Prepaid credit cards are hardly a new or novel concept. People have been using reloadable cards for years. So it seems almost laughable that it has taken the tech industry so long to find a way to make prepaid credit cards relevant in the business world.
For small and mid-size businesses, the prepaid card should be of special interest since smaller businesses are especially vulnerable to fraud. Research shows that they are likely to incur the same median fraud loss as larger companies but only 40 percent of them ever recover stolen assets. Most businesses spend up to 20 hours a week managing employee expense reports and large organizations have entire departments dedicated to detecting inter-company fraud. The time and money American businesses invest in making sure employees use company funds correctly is astounding.
“Prepaid cards are obviously about more than creating a more functional way to manage employee expenses,” says Farhan Ahmad, founder and CEO of Bento. “Securing assets, better-supporting employees and creating doors of opportunity that might not have been there otherwise are all achievable aims of these cards.”

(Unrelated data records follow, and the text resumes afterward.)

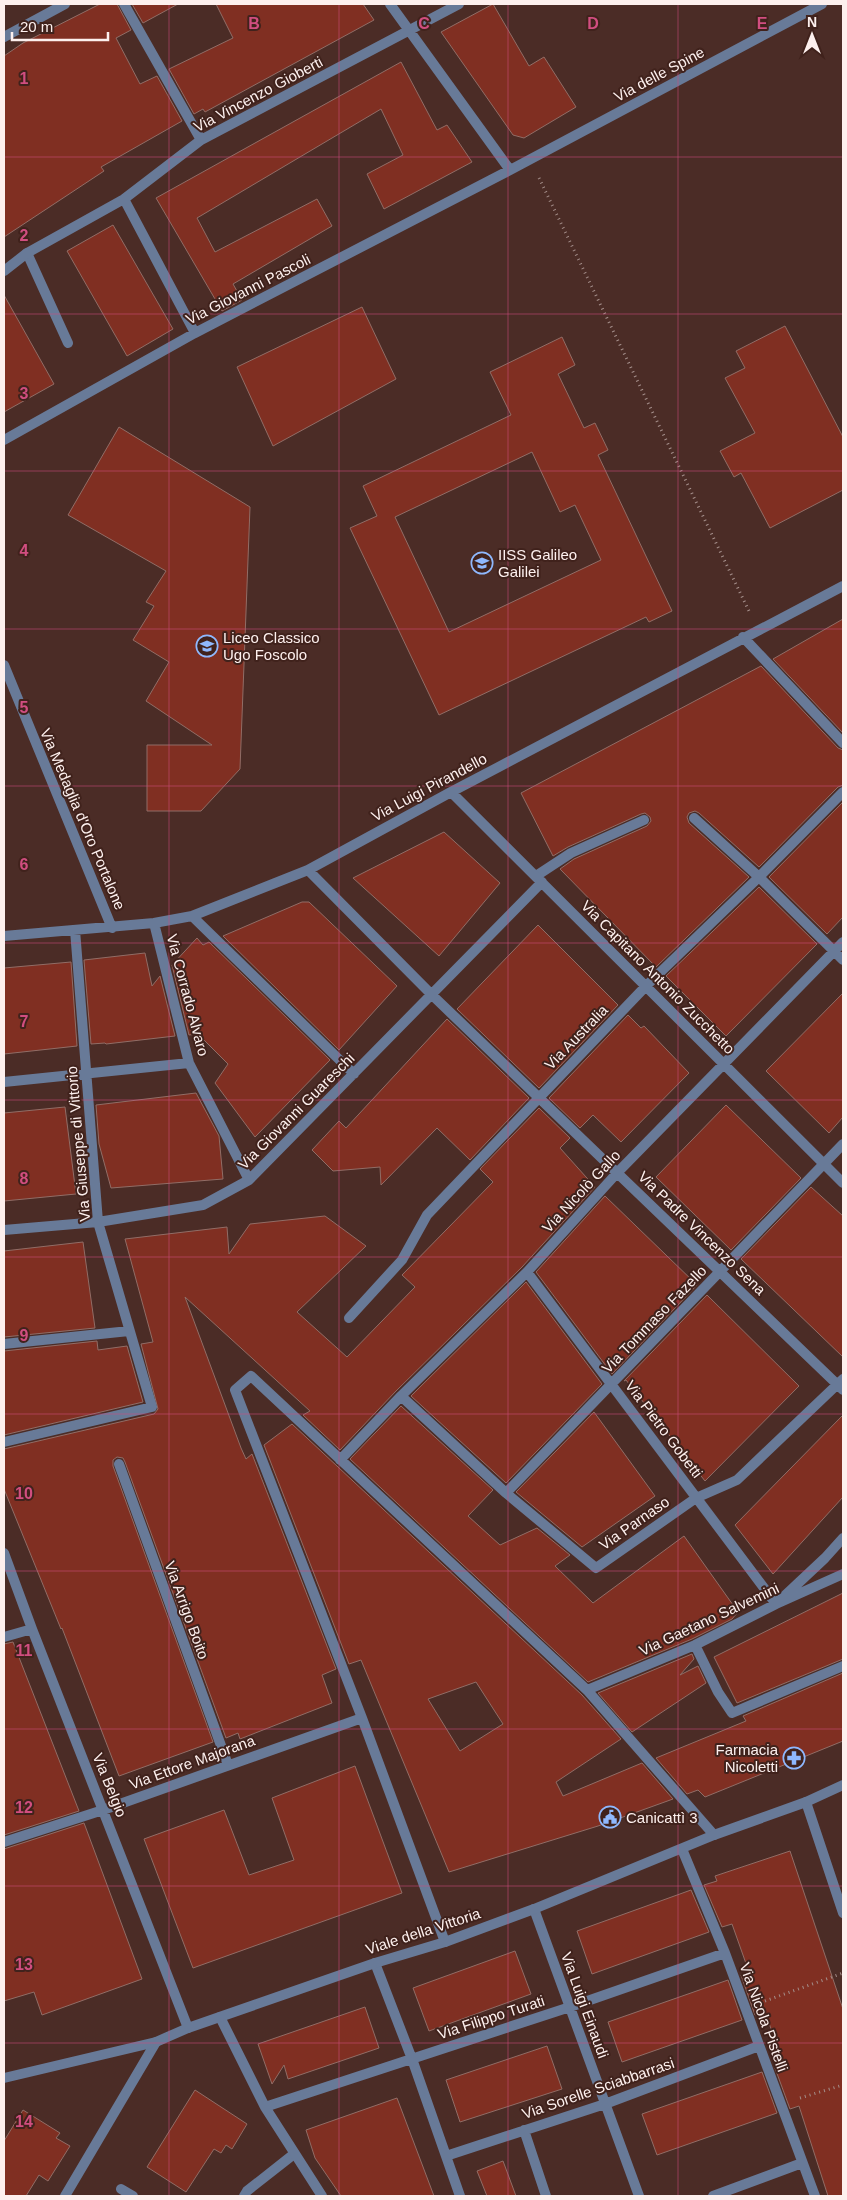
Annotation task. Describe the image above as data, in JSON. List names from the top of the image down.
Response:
{
  "streets": {
    "street": [
      "Via delle Spine",
      "Via Vincenzo Gioberti",
      "Via Giovanni Pascoli",
      "Via Luigi Pirandello",
      "Via Medaglia d'Oro Portalone",
      "Via Capitano Antonio Zucchetto",
      "Via Corrado Alvaro",
      "Via Australia",
      "Via Giovanni Guareschi",
      "Via Giuseppe di Vittorio",
      "Via Nicolò Gallo",
      "Via Padre Vincenzo Sena",
      "Via Tommaso Fazello",
      "Via Pietro Gobetti",
      "Via Parnaso",
      "Via Arrigo Boito",
      "Via Gaetano Salvemini",
      "Via Ettore Majorana",
      "Via Belgio",
      "Viale della Vittoria",
      "Via Luigi Einaudi",
      "Via Filippo Turati",
      "Via Nicola Pistelli",
      "Via Sorelle Sciabbarrasi"
    ]
  },
  "crossings": [
    ["Via delle Spine", "Via Giovanni Pascoli"],
    ["Via Luigi Pirandello", "Via Medaglia d'Oro Portalone"],
    ["Via Luigi Pirandello", "Via Capitano Antonio Zucchetto"],
    ["Via Luigi Pirandello", "Via Corrado Alvaro"],
    ["Via Luigi Pirandello", "Via Giuseppe di Vittorio"],
    ["Via Luigi Pirandello", "Via Padre Vincenzo Sena"],
    ["Via Capitano Antonio Zucchetto", "Via Australia"],
    ["Via Capitano Antonio Zucchetto", "Via Giovanni Guareschi"],
    ["Via Capitano Antonio Zucchetto", "Via Nicolò Gallo"],
    ["Via Capitano Antonio Zucchetto", "Via Tommaso Fazello"],
    ["Via Corrado Alvaro", "Via Giovanni Guareschi"],
    ["Via Australia", "Via Padre Vincenzo Sena"],
    ["Via Giovanni Guareschi", "Via Giuseppe di Vittorio"],
    ["Via Giovanni Guareschi", "Via Padre Vincenzo Sena"],
    ["Via Nicolò Gallo", "Via Padre Vincenzo Sena"],
    ["Via Nicolò Gallo", "Via Pietro Gobetti"],
    ["Via Nicolò Gallo", "Via Parnaso"],
    ["Via Padre Vincenzo Sena", "Via Tommaso Fazello"],
    ["Via Padre Vincenzo Sena", "Via Parnaso"],
    ["Via Tommaso Fazello", "Via Pietro Gobetti"],
    ["Via Tommaso Fazello", "Via Parnaso"],
    ["Via Pietro Gobetti", "Via Parnaso"],
    ["Via Pietro Gobetti", "Via Gaetano Salvemini"],
    ["Via Arrigo Boito", "Via Ettore Majorana"],
    ["Via Ettore Majorana", "Via Belgio"],
    ["Via Belgio", "Viale della Vittoria"],
    ["Viale della Vittoria", "Via Luigi Einaudi"],
    ["Viale della Vittoria", "Via Nicola Pistelli"],
    ["Via Luigi Einaudi", "Via Filippo Turati"],
    ["Via Luigi Einaudi", "Via Sorelle Sciabbarrasi"],
    ["Via Filippo Turati", "Via Nicola Pistelli"],
    ["Via Nicola Pistelli", "Via Sorelle Sciabbarrasi"]
  ],
  "places": {
    "school or university": ["IISS Galileo Galilei", "Liceo Classico Ugo Foscolo"],
    "pharmacy": ["Farmacia Nicoletti"],
    "public building": ["Canicattì 3"]
  },
  "scale_bar": "20 m",
  "north": "top",
  "grid": {
    "columns": [
      "B",
      "C",
      "D",
      "E"
    ],
    "rows": [
      "1",
      "2",
      "3",
      "4",
      "5",
      "6",
      "7",
      "8",
      "9",
      "10",
      "11",
      "12",
      "13",
      "14"
    ]
  }
}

So why the excitement? Here are four ways prepaid credit cards are improving business:
Reduces chances of fraud
Almost 60 percent of fraud in small businesses comes from non-cash misappropriation, skimming and check tampering. Smaller businesses just do not have the resources available to police expense returns.
The idea behind prepaid cards is to reduce the possibility of fraud. Through electronic receipts, employers can see exactly what the cards are being used to purchase. Many card providers include remote access control, so employers can shut down cards immediately if necessary. The security provided in the cards makes trusting employees easier. Companies who hire a lot of temporary employees might feel more comfortable letting them use the prepaid credit card than they would letting them handle petty cash.
So, while lowering the risk of fraud is critical, making the workplace more trusting and efficient is certainly a plus.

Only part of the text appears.